__Required action__:
Exactly as shown, give the full listing again.

__Provided entries__:
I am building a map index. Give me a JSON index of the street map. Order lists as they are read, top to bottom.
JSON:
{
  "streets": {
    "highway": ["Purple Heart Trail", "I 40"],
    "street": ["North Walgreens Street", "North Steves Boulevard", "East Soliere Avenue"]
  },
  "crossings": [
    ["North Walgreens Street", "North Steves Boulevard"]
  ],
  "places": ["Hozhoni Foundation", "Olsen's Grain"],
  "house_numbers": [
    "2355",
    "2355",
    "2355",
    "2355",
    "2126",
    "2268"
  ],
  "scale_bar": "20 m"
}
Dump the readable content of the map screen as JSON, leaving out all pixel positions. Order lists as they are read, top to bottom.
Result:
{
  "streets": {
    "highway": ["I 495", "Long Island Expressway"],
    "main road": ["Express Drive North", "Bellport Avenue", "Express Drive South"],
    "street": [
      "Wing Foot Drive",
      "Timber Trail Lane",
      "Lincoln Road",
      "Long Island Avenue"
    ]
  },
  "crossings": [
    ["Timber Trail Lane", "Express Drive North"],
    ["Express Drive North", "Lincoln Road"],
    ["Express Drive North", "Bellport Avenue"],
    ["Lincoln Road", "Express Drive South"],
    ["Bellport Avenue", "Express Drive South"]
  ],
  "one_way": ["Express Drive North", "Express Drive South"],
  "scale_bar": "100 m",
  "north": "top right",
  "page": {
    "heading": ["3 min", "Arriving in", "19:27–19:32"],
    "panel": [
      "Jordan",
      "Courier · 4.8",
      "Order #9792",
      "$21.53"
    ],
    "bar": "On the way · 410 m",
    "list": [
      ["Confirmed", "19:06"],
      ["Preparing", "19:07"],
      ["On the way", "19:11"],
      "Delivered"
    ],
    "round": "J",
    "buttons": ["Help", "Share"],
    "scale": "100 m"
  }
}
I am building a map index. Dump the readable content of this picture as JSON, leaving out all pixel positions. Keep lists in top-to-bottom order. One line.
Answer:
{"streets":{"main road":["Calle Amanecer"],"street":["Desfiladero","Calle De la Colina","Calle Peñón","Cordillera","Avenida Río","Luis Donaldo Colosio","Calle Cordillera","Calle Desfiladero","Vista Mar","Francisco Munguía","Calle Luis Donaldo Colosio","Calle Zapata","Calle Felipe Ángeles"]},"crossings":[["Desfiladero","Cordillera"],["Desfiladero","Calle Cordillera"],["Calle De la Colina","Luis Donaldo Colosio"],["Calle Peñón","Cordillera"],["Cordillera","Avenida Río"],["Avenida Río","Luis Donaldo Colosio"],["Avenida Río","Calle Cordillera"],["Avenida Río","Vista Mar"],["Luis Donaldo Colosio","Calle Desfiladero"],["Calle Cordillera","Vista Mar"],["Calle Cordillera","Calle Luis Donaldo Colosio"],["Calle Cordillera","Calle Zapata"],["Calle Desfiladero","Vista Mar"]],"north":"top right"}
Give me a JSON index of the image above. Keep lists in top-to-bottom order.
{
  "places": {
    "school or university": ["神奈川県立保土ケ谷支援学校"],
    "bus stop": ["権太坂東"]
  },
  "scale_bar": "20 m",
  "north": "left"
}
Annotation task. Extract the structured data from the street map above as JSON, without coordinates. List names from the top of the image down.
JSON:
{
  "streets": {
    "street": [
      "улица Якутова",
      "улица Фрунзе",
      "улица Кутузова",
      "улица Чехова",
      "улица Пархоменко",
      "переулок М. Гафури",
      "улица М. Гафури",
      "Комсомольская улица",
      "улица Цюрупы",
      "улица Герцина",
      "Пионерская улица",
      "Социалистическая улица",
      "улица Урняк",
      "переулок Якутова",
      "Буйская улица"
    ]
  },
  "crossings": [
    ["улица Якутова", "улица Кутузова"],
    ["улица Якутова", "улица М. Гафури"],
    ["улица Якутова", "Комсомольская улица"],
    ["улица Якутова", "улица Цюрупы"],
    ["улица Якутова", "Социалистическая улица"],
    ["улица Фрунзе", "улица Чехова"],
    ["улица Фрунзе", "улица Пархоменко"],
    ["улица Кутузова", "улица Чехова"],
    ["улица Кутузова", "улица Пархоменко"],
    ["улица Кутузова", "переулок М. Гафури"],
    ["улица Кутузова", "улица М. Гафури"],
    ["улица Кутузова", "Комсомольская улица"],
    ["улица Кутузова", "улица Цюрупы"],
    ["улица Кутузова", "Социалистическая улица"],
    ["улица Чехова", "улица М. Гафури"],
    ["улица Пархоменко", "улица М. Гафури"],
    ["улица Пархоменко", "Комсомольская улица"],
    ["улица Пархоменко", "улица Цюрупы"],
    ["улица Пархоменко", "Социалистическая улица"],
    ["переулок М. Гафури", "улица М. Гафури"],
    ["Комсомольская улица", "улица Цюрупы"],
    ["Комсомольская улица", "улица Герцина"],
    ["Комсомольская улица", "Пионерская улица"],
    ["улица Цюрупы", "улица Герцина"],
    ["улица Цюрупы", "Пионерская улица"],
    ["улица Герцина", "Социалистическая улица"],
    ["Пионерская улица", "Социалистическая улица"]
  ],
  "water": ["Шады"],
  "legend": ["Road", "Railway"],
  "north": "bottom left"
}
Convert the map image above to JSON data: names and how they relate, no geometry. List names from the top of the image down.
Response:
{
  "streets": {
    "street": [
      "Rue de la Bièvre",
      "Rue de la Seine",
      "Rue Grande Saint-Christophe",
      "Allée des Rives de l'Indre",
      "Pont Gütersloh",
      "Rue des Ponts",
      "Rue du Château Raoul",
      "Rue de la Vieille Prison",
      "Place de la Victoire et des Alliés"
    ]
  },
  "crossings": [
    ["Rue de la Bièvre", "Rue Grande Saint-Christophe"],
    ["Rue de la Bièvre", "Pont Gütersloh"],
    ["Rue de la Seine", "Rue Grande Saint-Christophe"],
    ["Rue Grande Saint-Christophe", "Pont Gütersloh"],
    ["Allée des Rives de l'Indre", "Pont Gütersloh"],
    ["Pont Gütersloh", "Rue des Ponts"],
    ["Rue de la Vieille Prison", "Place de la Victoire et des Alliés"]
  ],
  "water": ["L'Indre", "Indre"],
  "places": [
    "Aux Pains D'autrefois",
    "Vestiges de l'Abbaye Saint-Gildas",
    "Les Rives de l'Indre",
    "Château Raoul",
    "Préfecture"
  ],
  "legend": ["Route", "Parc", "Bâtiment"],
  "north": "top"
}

__Worked solution__:
I am building a map index. Give me a JSON index of the street map. Order lists as they are read, top to bottom.
JSON:
{
  "streets": {
    "highway": ["Purple Heart Trail", "I 40"],
    "street": ["North Walgreens Street", "North Steves Boulevard", "East Soliere Avenue"]
  },
  "crossings": [
    ["North Walgreens Street", "North Steves Boulevard"]
  ],
  "places": ["Hozhoni Foundation", "Olsen's Grain"],
  "house_numbers": [
    "2355",
    "2355",
    "2355",
    "2355",
    "2126",
    "2268"
  ],
  "scale_bar": "20 m"
}
Dump the readable content of the map screen as JSON, leaving out all pixel positions. Order lists as they are read, top to bottom.
Result:
{
  "streets": {
    "highway": ["I 495", "Long Island Expressway"],
    "main road": ["Express Drive North", "Bellport Avenue", "Express Drive South"],
    "street": [
      "Wing Foot Drive",
      "Timber Trail Lane",
      "Lincoln Road",
      "Long Island Avenue"
    ]
  },
  "crossings": [
    ["Timber Trail Lane", "Express Drive North"],
    ["Express Drive North", "Lincoln Road"],
    ["Express Drive North", "Bellport Avenue"],
    ["Lincoln Road", "Express Drive South"],
    ["Bellport Avenue", "Express Drive South"]
  ],
  "one_way": ["Express Drive North", "Express Drive South"],
  "scale_bar": "100 m",
  "north": "top right",
  "page": {
    "heading": ["3 min", "Arriving in", "19:27–19:32"],
    "panel": [
      "Jordan",
      "Courier · 4.8",
      "Order #9792",
      "$21.53"
    ],
    "bar": "On the way · 410 m",
    "list": [
      ["Confirmed", "19:06"],
      ["Preparing", "19:07"],
      ["On the way", "19:11"],
      "Delivered"
    ],
    "round": "J",
    "buttons": ["Help", "Share"],
    "scale": "100 m"
  }
}
I am building a map index. Dump the readable content of this picture as JSON, leaving out all pixel positions. Keep lists in top-to-bottom order. One line.
Answer:
{"streets":{"main road":["Calle Amanecer"],"street":["Desfiladero","Calle De la Colina","Calle Peñón","Cordillera","Avenida Río","Luis Donaldo Colosio","Calle Cordillera","Calle Desfiladero","Vista Mar","Francisco Munguía","Calle Luis Donaldo Colosio","Calle Zapata","Calle Felipe Ángeles"]},"crossings":[["Desfiladero","Cordillera"],["Desfiladero","Calle Cordillera"],["Calle De la Colina","Luis Donaldo Colosio"],["Calle Peñón","Cordillera"],["Cordillera","Avenida Río"],["Avenida Río","Luis Donaldo Colosio"],["Avenida Río","Calle Cordillera"],["Avenida Río","Vista Mar"],["Luis Donaldo Colosio","Calle Desfiladero"],["Calle Cordillera","Vista Mar"],["Calle Cordillera","Calle Luis Donaldo Colosio"],["Calle Cordillera","Calle Zapata"],["Calle Desfiladero","Vista Mar"]],"north":"top right"}
Give me a JSON index of the image above. Keep lists in top-to-bottom order.
{
  "places": {
    "school or university": ["神奈川県立保土ケ谷支援学校"],
    "bus stop": ["権太坂東"]
  },
  "scale_bar": "20 m",
  "north": "left"
}
Annotation task. Extract the structured data from the street map above as JSON, without coordinates. List names from the top of the image down.
JSON:
{
  "streets": {
    "street": [
      "улица Якутова",
      "улица Фрунзе",
      "улица Кутузова",
      "улица Чехова",
      "улица Пархоменко",
      "переулок М. Гафури",
      "улица М. Гафури",
      "Комсомольская улица",
      "улица Цюрупы",
      "улица Герцина",
      "Пионерская улица",
      "Социалистическая улица",
      "улица Урняк",
      "переулок Якутова",
      "Буйская улица"
    ]
  },
  "crossings": [
    ["улица Якутова", "улица Кутузова"],
    ["улица Якутова", "улица М. Гафури"],
    ["улица Якутова", "Комсомольская улица"],
    ["улица Якутова", "улица Цюрупы"],
    ["улица Якутова", "Социалистическая улица"],
    ["улица Фрунзе", "улица Чехова"],
    ["улица Фрунзе", "улица Пархоменко"],
    ["улица Кутузова", "улица Чехова"],
    ["улица Кутузова", "улица Пархоменко"],
    ["улица Кутузова", "переулок М. Гафури"],
    ["улица Кутузова", "улица М. Гафури"],
    ["улица Кутузова", "Комсомольская улица"],
    ["улица Кутузова", "улица Цюрупы"],
    ["улица Кутузова", "Социалистическая улица"],
    ["улица Чехова", "улица М. Гафури"],
    ["улица Пархоменко", "улица М. Гафури"],
    ["улица Пархоменко", "Комсомольская улица"],
    ["улица Пархоменко", "улица Цюрупы"],
    ["улица Пархоменко", "Социалистическая улица"],
    ["переулок М. Гафури", "улица М. Гафури"],
    ["Комсомольская улица", "улица Цюрупы"],
    ["Комсомольская улица", "улица Герцина"],
    ["Комсомольская улица", "Пионерская улица"],
    ["улица Цюрупы", "улица Герцина"],
    ["улица Цюрупы", "Пионерская улица"],
    ["улица Герцина", "Социалистическая улица"],
    ["Пионерская улица", "Социалистическая улица"]
  ],
  "water": ["Шады"],
  "legend": ["Road", "Railway"],
  "north": "bottom left"
}
Convert the map image above to JSON data: names and how they relate, no geometry. List names from the top of the image down.
Response:
{
  "streets": {
    "street": [
      "Rue de la Bièvre",
      "Rue de la Seine",
      "Rue Grande Saint-Christophe",
      "Allée des Rives de l'Indre",
      "Pont Gütersloh",
      "Rue des Ponts",
      "Rue du Château Raoul",
      "Rue de la Vieille Prison",
      "Place de la Victoire et des Alliés"
    ]
  },
  "crossings": [
    ["Rue de la Bièvre", "Rue Grande Saint-Christophe"],
    ["Rue de la Bièvre", "Pont Gütersloh"],
    ["Rue de la Seine", "Rue Grande Saint-Christophe"],
    ["Rue Grande Saint-Christophe", "Pont Gütersloh"],
    ["Allée des Rives de l'Indre", "Pont Gütersloh"],
    ["Pont Gütersloh", "Rue des Ponts"],
    ["Rue de la Vieille Prison", "Place de la Victoire et des Alliés"]
  ],
  "water": ["L'Indre", "Indre"],
  "places": [
    "Aux Pains D'autrefois",
    "Vestiges de l'Abbaye Saint-Gildas",
    "Les Rives de l'Indre",
    "Château Raoul",
    "Préfecture"
  ],
  "legend": ["Route", "Parc", "Bâtiment"],
  "north": "top"
}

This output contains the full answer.